*What you are asked to do:*
A word-for-word copy of the listing, free of images, is the expected answer.

== Recorded data ==

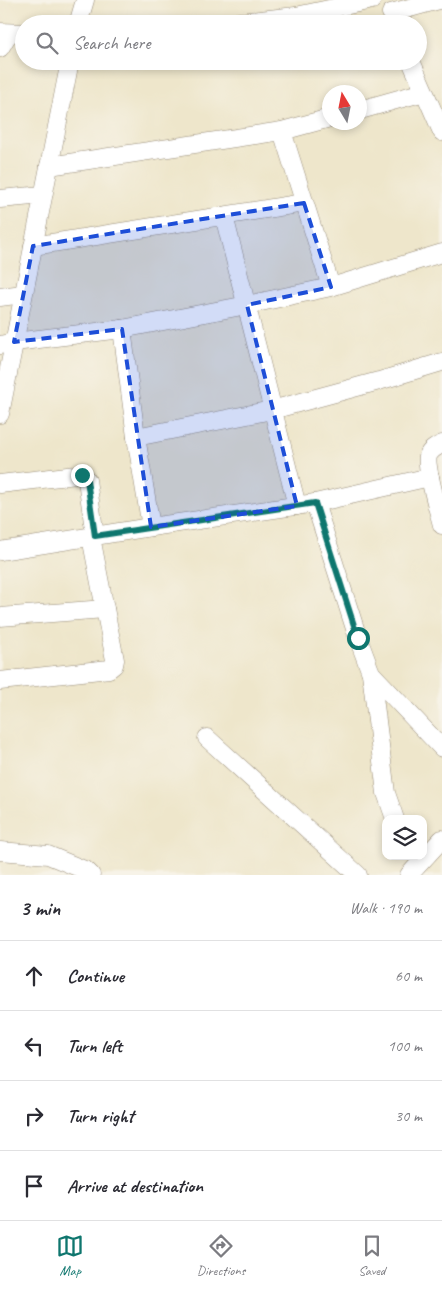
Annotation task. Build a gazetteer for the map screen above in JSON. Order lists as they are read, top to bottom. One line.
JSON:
{"north":"top","page":{"search":"Search here","heading":["3 min","Walk · 190 m"],"list":[["Continue","60 m"],["Turn left","100 m"],["Turn right","30 m"],"Arrive at destination"],"nav":["Map","Directions","Saved"]}}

===

*Written solution:*
Annotation task. Build a gazetteer for the map screen above in JSON. Order lists as they are read, top to bottom. One line.
JSON:
{"north":"top","page":{"search":"Search here","heading":["3 min","Walk · 190 m"],"list":[["Continue","60 m"],["Turn left","100 m"],["Turn right","30 m"],"Arrive at destination"],"nav":["Map","Directions","Saved"]}}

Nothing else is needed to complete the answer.